* **Task prompt**
Every line of the material that mentions the word "hidden" should be copied out.

* **Records supplied**
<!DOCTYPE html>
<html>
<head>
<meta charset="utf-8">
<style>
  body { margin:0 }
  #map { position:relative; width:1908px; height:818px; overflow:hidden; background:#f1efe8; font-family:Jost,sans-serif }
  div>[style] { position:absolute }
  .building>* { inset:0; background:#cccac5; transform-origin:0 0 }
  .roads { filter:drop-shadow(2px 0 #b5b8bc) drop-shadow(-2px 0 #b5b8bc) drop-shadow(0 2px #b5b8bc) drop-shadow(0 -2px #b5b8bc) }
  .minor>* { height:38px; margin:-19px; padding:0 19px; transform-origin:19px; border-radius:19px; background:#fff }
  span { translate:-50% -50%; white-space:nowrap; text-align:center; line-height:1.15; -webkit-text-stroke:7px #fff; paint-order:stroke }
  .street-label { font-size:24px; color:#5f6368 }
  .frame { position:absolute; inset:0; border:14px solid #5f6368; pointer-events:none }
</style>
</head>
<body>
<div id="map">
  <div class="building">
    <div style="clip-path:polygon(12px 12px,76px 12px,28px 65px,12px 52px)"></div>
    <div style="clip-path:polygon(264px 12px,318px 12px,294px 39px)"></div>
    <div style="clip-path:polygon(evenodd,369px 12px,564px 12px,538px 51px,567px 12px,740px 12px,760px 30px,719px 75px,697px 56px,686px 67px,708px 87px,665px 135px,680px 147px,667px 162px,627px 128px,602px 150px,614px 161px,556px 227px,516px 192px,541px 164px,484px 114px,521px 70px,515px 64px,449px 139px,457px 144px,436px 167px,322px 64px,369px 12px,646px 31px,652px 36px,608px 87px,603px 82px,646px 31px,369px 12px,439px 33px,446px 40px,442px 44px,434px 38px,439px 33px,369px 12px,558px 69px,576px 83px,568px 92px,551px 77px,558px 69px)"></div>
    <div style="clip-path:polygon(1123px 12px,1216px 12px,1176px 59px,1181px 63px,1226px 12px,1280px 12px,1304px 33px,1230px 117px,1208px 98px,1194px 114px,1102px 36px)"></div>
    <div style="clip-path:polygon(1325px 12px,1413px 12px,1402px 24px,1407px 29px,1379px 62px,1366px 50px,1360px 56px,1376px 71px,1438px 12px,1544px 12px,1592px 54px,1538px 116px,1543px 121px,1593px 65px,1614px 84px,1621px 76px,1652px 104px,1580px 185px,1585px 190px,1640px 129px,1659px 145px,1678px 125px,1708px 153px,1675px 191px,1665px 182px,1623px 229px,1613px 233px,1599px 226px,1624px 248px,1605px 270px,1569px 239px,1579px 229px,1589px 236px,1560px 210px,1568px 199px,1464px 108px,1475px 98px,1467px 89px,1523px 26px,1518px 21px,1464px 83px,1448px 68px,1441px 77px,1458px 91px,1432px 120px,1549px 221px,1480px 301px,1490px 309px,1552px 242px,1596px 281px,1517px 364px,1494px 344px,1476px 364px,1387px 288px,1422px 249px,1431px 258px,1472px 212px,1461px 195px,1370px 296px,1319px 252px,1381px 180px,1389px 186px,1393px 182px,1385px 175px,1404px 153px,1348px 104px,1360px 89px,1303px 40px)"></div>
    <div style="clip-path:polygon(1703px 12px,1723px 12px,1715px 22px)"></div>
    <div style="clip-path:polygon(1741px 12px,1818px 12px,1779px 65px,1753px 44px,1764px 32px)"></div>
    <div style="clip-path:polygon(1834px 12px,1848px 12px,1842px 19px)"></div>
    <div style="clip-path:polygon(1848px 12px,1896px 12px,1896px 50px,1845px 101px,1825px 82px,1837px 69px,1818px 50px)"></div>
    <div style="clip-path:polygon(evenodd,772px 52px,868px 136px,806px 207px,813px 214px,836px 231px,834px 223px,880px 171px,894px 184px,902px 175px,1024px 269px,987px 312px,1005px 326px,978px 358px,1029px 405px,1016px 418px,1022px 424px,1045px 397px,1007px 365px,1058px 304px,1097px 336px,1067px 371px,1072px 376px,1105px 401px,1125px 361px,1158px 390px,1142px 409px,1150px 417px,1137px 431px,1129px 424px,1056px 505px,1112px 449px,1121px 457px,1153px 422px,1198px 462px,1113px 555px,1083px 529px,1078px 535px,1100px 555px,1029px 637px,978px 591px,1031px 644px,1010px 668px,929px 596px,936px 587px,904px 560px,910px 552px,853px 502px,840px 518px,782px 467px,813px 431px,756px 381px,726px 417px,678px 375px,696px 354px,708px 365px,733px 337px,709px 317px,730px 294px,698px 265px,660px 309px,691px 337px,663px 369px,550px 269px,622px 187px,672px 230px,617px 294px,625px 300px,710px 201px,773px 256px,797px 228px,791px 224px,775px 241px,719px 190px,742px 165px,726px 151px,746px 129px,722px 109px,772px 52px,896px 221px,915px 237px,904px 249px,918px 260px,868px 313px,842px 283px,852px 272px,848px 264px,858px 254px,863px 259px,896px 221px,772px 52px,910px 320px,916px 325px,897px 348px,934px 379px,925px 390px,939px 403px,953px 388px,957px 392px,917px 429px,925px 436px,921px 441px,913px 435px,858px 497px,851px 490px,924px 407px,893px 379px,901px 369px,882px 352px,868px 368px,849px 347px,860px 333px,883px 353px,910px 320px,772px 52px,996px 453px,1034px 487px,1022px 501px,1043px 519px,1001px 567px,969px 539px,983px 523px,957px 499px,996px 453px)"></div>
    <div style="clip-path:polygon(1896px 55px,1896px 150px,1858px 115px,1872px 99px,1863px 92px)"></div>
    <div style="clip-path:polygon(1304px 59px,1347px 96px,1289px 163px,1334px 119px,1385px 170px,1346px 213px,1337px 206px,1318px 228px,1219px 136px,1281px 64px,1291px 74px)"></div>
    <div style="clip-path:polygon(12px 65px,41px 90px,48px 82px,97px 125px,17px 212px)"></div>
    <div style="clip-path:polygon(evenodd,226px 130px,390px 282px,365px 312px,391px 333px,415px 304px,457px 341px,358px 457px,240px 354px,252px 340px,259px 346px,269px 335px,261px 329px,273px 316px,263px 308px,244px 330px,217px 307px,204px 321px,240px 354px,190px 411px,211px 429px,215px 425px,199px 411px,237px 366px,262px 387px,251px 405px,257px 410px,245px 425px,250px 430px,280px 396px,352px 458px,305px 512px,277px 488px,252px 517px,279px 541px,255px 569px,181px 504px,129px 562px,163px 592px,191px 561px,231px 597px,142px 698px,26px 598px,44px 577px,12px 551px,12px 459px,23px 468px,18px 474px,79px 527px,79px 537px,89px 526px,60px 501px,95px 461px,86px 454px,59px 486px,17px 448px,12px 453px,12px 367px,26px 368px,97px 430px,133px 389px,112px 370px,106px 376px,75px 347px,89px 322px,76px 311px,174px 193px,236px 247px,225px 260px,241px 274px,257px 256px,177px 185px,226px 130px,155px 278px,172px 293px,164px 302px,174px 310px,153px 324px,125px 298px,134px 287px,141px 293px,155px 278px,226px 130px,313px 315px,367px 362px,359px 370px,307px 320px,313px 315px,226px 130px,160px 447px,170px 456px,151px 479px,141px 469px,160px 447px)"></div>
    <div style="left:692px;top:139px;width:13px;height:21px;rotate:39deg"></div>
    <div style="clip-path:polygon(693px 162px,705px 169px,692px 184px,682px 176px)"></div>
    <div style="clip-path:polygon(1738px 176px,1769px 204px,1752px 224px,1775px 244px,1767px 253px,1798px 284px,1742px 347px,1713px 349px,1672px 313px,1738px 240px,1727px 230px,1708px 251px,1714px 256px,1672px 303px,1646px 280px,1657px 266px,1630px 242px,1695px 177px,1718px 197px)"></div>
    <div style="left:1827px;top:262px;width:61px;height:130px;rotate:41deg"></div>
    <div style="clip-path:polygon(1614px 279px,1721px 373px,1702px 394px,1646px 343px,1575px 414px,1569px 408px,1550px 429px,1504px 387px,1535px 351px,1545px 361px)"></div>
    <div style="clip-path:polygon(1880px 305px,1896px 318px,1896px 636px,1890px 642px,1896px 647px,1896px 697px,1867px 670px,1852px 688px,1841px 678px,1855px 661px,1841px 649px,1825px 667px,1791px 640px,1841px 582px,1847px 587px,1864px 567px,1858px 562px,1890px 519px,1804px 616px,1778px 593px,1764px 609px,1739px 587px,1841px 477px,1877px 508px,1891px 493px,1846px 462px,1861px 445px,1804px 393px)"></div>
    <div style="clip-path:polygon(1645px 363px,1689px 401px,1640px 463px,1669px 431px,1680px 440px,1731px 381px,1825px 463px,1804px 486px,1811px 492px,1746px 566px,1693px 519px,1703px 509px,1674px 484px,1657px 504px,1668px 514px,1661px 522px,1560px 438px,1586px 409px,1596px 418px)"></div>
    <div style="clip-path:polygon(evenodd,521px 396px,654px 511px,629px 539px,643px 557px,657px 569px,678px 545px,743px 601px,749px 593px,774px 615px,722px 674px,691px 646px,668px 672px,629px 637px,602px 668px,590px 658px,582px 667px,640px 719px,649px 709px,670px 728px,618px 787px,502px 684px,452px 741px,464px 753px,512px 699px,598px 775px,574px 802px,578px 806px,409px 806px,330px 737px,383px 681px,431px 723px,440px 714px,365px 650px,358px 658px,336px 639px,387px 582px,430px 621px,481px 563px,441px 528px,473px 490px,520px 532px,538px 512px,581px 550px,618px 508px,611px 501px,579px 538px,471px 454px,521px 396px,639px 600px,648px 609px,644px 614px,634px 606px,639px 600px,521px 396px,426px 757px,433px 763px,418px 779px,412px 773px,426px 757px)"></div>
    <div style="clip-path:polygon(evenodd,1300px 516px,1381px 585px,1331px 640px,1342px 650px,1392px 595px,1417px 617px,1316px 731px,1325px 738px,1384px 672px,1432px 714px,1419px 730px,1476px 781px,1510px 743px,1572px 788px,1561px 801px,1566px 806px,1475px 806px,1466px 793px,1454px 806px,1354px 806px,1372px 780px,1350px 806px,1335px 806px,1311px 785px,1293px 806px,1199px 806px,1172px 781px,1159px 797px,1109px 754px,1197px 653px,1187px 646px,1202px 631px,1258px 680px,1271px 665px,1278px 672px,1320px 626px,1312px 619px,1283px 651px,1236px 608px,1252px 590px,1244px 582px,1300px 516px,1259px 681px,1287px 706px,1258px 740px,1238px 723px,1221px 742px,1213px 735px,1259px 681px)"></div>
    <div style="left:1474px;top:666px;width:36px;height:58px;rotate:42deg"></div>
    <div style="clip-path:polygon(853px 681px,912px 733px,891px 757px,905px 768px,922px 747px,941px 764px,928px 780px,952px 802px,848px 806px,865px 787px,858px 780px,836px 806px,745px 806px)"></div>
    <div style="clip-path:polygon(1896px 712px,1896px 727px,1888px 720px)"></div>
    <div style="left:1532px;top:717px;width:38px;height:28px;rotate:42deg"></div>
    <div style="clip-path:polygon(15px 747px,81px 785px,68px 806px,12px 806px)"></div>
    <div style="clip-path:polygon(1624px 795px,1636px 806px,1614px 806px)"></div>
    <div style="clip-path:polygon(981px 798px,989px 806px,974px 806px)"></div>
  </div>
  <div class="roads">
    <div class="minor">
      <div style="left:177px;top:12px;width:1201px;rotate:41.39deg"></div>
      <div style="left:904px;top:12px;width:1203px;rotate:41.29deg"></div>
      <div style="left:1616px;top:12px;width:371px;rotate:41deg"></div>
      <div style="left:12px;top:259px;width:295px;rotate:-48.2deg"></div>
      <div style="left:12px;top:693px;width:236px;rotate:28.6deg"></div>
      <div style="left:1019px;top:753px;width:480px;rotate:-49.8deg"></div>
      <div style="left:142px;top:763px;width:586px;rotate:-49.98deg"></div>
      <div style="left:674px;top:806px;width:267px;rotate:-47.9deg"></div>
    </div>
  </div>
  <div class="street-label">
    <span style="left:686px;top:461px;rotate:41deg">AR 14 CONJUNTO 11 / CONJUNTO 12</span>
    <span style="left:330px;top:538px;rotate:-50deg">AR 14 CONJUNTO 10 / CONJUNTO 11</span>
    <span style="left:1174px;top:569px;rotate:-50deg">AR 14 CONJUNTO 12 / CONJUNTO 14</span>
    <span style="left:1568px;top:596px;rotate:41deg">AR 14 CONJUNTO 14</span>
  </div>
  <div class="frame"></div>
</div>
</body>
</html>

---

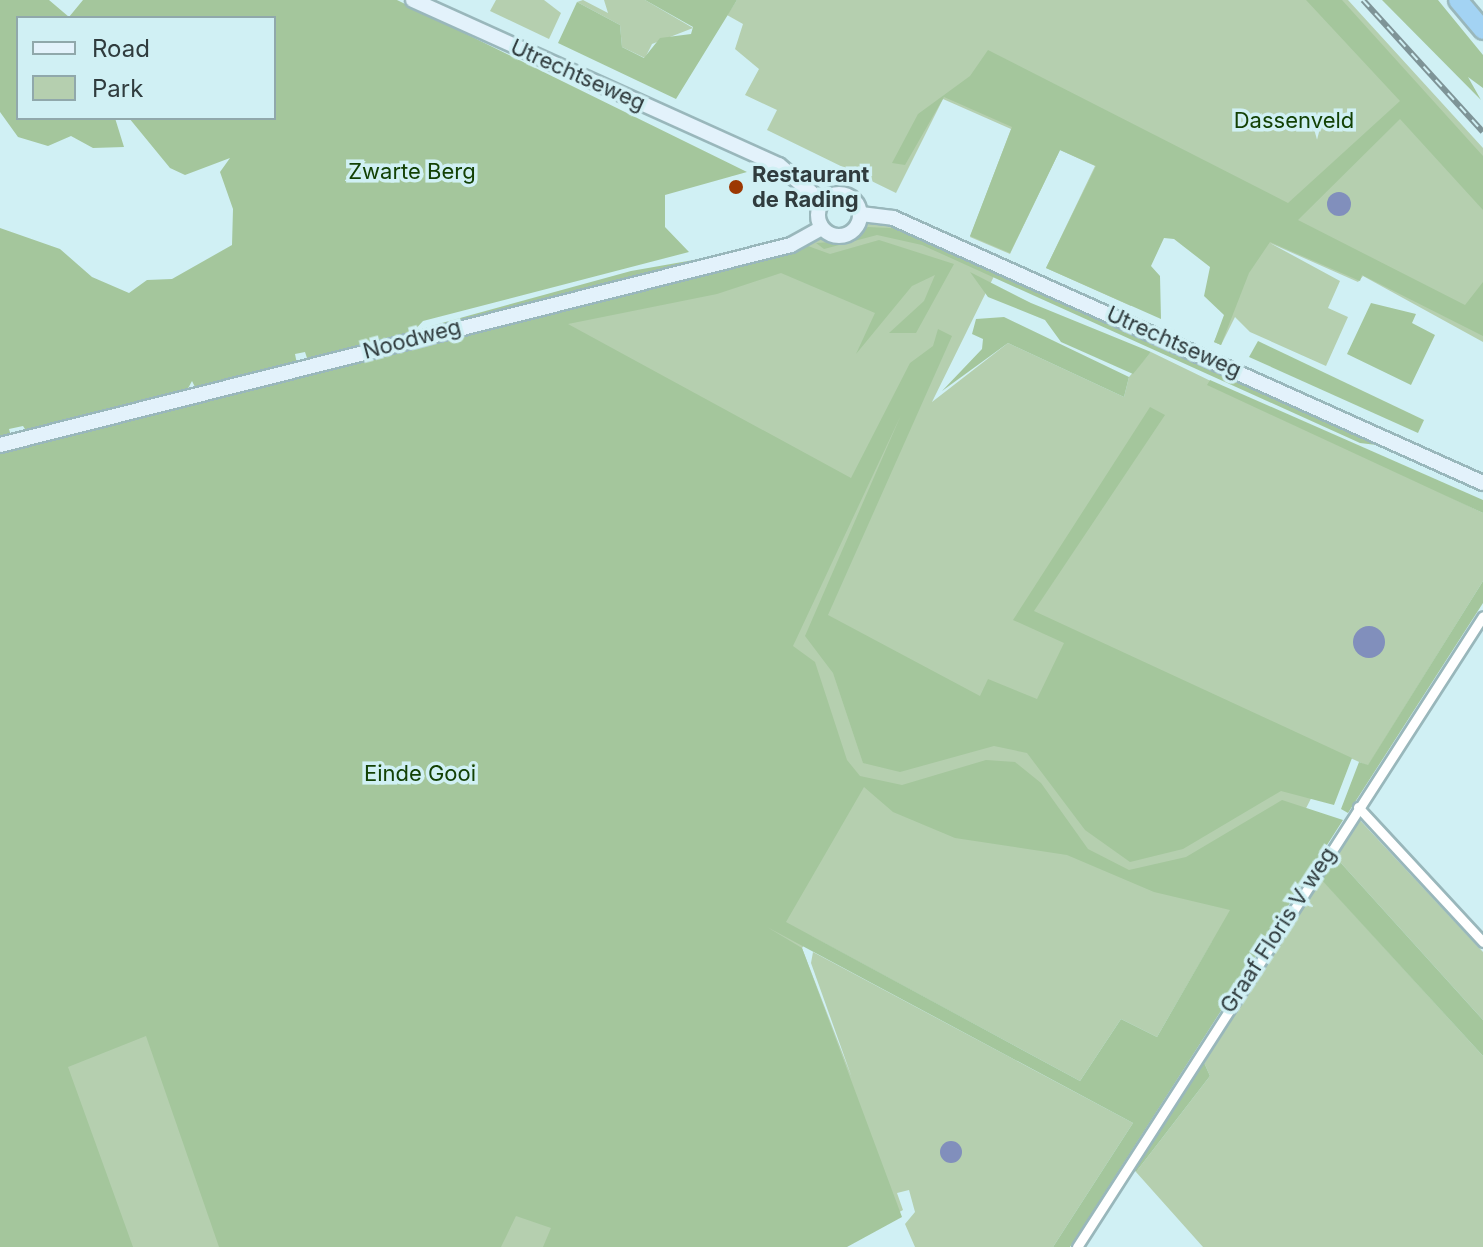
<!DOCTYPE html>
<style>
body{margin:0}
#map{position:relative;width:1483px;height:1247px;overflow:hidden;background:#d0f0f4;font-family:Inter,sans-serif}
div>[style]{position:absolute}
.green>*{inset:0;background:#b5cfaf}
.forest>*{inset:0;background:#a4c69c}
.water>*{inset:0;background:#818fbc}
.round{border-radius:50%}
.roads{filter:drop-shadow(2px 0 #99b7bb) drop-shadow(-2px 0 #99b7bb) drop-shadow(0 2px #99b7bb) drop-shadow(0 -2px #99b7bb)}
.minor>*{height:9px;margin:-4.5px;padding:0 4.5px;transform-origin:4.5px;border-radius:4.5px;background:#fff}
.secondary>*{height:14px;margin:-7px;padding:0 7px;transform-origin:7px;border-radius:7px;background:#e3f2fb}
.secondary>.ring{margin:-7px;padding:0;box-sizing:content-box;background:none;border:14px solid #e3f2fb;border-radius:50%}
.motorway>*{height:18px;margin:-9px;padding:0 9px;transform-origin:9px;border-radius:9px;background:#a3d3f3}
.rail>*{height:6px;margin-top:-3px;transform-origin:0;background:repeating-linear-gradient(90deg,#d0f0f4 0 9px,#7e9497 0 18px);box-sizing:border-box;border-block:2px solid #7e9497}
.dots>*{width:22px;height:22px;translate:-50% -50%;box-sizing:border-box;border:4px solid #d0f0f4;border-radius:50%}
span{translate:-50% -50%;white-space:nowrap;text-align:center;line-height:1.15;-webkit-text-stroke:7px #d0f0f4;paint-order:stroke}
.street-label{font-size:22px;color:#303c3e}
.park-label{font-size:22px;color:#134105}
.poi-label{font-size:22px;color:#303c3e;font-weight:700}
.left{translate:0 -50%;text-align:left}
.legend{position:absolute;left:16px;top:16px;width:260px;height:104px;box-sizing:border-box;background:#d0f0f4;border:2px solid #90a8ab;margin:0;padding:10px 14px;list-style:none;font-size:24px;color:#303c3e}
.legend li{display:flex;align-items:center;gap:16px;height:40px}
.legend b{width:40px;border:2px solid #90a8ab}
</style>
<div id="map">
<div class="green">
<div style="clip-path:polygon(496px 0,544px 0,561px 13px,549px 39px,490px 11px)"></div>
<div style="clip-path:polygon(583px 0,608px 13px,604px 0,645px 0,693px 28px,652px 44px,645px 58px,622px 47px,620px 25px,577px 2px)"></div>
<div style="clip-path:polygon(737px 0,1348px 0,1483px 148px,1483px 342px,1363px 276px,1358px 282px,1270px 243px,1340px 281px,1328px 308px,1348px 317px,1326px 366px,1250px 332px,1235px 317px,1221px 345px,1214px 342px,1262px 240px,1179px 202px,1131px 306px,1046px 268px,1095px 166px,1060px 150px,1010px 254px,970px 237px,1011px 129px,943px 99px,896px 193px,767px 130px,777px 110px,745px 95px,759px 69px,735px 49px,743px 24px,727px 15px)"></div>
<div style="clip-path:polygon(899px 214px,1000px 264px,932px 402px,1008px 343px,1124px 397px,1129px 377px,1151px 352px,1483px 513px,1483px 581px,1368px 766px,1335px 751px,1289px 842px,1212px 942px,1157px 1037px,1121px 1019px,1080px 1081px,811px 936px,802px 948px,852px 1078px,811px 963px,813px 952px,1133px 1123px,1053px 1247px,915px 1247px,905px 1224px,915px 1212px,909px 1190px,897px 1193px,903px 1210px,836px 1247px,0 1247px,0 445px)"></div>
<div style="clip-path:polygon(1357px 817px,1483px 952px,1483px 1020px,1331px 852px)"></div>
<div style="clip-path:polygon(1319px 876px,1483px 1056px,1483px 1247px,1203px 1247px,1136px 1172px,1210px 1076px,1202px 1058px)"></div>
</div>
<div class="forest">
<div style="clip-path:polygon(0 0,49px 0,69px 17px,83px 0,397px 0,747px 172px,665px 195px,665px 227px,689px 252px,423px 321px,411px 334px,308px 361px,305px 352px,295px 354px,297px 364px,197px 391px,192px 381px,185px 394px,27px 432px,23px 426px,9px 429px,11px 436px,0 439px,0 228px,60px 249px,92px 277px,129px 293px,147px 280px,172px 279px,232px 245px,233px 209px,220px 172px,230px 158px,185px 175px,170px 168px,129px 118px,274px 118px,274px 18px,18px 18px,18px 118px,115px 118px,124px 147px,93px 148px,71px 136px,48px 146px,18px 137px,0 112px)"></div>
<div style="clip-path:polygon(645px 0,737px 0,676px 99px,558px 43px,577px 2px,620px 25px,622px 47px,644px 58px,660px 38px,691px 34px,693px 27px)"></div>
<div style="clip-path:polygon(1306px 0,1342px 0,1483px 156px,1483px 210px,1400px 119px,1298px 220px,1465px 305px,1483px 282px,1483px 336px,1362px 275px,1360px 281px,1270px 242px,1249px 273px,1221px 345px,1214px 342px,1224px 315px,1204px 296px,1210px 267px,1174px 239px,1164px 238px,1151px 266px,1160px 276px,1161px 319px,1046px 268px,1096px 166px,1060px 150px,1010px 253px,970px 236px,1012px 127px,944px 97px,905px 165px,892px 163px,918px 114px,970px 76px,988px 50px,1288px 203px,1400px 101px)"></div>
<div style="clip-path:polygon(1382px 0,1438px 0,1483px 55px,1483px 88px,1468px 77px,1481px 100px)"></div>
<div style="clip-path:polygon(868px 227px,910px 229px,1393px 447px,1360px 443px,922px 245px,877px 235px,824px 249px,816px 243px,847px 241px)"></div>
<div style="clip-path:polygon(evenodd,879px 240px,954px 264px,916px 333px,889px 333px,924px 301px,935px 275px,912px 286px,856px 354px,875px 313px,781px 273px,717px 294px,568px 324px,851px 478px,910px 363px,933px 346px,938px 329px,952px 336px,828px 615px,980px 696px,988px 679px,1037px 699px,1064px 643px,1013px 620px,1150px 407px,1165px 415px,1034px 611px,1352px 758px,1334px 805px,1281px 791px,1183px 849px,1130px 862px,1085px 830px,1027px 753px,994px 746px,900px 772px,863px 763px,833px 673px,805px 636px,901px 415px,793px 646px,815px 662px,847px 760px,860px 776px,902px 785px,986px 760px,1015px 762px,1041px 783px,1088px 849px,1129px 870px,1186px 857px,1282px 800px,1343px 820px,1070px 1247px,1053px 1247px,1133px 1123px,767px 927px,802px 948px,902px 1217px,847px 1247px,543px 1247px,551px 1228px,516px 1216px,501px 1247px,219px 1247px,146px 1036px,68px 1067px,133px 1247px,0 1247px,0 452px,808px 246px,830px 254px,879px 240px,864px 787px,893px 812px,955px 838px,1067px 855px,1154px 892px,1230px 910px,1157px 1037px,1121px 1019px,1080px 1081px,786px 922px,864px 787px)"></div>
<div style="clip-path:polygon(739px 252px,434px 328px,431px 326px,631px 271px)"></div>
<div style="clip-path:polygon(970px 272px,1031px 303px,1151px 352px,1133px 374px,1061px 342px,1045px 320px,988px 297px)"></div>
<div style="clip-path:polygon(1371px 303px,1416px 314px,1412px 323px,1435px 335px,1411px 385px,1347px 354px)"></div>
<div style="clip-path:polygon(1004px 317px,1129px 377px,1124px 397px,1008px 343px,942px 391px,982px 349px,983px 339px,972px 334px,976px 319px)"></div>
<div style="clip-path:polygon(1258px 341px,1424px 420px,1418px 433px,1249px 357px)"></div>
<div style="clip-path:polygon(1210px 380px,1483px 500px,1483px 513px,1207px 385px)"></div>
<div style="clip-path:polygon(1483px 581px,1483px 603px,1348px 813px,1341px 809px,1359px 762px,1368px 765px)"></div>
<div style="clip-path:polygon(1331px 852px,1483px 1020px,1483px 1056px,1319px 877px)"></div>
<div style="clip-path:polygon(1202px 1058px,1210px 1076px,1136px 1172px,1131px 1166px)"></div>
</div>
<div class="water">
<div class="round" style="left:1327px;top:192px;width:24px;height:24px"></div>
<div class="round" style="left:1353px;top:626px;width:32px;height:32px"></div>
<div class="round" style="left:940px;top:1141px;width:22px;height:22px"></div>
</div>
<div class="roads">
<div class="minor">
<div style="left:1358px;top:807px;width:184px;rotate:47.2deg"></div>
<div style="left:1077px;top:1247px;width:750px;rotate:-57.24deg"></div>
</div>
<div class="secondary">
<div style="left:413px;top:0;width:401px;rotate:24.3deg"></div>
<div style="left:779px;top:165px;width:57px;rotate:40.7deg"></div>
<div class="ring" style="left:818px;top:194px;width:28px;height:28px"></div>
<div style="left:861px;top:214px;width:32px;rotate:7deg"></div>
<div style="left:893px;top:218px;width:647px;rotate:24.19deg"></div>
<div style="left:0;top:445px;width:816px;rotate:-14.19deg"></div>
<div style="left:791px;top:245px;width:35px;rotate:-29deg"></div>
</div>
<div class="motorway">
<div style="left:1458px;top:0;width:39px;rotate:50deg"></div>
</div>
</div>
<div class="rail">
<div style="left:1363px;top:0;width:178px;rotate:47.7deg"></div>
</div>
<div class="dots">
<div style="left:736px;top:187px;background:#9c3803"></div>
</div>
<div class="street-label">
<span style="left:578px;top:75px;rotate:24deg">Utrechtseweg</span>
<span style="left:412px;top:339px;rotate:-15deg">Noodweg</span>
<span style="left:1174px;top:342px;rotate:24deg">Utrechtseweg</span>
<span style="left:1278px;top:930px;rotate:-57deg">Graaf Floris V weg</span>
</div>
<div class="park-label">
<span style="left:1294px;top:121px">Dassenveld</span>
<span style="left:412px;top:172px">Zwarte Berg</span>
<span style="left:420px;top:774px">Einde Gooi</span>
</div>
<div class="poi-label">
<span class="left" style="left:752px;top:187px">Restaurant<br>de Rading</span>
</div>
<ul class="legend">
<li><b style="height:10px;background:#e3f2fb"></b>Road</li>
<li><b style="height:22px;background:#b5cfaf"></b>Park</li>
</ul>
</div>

* **Reply**
  #map { position:relative; width:1908px; height:818px; overflow:hidden; background:#f1efe8; font-family:Jost,sans-serif }
#map{position:relative;width:1483px;height:1247px;overflow:hidden;background:#d0f0f4;font-family:Inter,sans-serif}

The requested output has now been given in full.